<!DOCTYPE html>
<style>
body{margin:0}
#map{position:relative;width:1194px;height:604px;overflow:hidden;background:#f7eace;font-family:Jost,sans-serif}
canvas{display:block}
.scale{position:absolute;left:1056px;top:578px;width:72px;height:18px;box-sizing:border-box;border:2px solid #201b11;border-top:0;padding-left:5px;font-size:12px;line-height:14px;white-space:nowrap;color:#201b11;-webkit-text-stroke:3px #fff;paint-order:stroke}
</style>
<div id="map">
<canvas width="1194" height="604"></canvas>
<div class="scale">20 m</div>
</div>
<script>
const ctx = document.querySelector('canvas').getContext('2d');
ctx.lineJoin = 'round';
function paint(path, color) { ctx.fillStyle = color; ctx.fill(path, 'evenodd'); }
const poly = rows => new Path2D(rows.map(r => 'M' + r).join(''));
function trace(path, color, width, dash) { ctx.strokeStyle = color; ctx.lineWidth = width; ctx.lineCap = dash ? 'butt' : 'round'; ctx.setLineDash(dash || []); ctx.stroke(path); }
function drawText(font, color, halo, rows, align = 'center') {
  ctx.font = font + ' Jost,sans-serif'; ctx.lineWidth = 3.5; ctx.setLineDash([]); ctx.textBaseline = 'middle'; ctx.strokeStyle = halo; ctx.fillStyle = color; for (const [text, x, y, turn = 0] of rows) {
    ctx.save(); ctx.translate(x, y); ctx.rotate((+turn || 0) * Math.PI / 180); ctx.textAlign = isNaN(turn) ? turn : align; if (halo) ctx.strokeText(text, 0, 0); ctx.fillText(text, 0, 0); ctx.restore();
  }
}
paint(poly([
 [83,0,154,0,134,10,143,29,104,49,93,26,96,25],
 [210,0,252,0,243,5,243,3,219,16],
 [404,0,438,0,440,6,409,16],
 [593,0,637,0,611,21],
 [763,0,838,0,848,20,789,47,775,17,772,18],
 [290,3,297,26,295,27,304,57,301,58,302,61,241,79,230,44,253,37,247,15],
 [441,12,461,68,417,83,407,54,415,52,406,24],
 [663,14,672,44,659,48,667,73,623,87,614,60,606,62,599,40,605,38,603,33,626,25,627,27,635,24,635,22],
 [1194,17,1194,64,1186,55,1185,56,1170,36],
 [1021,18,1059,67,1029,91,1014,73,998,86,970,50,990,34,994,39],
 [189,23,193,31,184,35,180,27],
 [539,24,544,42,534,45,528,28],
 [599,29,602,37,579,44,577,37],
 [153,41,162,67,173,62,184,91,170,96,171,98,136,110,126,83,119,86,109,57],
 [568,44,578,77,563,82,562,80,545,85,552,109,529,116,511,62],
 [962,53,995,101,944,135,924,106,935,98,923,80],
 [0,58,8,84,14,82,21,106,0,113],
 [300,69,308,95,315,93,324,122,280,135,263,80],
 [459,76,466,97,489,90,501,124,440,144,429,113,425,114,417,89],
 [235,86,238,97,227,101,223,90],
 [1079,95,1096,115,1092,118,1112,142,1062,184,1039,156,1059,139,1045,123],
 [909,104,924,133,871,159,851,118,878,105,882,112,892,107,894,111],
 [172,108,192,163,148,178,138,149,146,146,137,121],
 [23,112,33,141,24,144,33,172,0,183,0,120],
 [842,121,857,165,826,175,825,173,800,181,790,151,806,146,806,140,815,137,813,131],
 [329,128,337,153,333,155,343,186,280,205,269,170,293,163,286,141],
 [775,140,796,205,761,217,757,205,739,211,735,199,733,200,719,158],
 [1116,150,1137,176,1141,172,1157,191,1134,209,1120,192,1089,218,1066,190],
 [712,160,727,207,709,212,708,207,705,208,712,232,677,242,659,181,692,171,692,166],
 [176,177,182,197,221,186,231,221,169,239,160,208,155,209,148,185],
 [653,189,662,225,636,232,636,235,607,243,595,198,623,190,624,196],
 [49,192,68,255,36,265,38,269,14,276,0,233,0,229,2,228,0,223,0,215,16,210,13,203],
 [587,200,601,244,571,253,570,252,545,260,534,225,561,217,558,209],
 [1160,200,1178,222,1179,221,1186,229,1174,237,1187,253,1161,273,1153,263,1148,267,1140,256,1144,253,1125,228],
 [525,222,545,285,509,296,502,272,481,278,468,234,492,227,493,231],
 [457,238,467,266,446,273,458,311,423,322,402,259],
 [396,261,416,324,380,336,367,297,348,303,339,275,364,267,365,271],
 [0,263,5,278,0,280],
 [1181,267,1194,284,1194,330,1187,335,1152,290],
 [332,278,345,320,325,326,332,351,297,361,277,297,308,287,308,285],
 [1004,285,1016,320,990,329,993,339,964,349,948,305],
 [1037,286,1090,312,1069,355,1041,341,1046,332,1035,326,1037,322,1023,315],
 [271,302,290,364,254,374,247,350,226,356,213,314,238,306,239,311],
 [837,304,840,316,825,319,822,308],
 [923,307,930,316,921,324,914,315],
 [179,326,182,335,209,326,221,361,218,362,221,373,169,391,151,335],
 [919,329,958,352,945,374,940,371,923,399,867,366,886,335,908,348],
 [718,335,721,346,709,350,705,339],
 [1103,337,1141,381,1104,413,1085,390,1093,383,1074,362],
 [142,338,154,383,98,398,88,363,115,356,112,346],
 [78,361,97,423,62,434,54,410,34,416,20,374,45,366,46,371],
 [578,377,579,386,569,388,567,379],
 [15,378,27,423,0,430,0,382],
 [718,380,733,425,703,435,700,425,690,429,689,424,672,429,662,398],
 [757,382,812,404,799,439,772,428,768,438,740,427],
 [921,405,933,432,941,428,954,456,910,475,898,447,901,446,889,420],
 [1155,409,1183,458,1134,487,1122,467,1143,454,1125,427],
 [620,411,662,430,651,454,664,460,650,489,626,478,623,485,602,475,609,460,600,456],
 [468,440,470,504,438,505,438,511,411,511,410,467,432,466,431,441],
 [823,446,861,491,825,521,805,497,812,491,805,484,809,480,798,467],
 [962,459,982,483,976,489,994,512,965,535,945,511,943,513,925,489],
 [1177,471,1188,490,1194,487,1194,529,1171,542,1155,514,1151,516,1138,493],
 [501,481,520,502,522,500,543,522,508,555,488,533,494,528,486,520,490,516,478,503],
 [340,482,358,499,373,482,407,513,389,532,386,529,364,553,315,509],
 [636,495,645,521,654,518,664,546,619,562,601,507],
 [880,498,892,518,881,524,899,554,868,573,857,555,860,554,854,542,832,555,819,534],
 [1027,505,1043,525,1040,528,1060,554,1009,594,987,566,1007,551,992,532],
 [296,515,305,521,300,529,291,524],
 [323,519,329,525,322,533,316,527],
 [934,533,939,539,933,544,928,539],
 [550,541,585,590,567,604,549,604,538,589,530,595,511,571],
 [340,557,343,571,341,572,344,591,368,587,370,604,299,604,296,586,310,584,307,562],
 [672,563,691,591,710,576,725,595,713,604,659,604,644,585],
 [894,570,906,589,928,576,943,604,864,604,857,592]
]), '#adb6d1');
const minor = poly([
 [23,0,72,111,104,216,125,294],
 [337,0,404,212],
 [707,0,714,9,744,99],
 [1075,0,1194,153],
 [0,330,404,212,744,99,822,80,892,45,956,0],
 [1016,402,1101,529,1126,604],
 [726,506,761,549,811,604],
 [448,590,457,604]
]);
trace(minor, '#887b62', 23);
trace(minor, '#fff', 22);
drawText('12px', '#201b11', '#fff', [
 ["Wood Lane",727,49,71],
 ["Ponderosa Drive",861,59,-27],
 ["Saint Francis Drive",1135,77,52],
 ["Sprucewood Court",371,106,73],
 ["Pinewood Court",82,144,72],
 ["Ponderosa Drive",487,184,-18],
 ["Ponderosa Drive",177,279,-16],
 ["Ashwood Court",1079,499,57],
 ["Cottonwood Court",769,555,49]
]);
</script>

- - -

ASSIGNMENT » The answer must be every line of the records above that holds the word "function".

SOLUTION TO THIS PROBLEM »
function paint(path, color) { ctx.fillStyle = color; ctx.fill(path, 'evenodd'); }
function trace(path, color, width, dash) { ctx.strokeStyle = color; ctx.lineWidth = width; ctx.lineCap = dash ? 'butt' : 'round'; ctx.setLineDash(dash || []); ctx.stroke(path); }
function drawText(font, color, halo, rows, align = 'center') {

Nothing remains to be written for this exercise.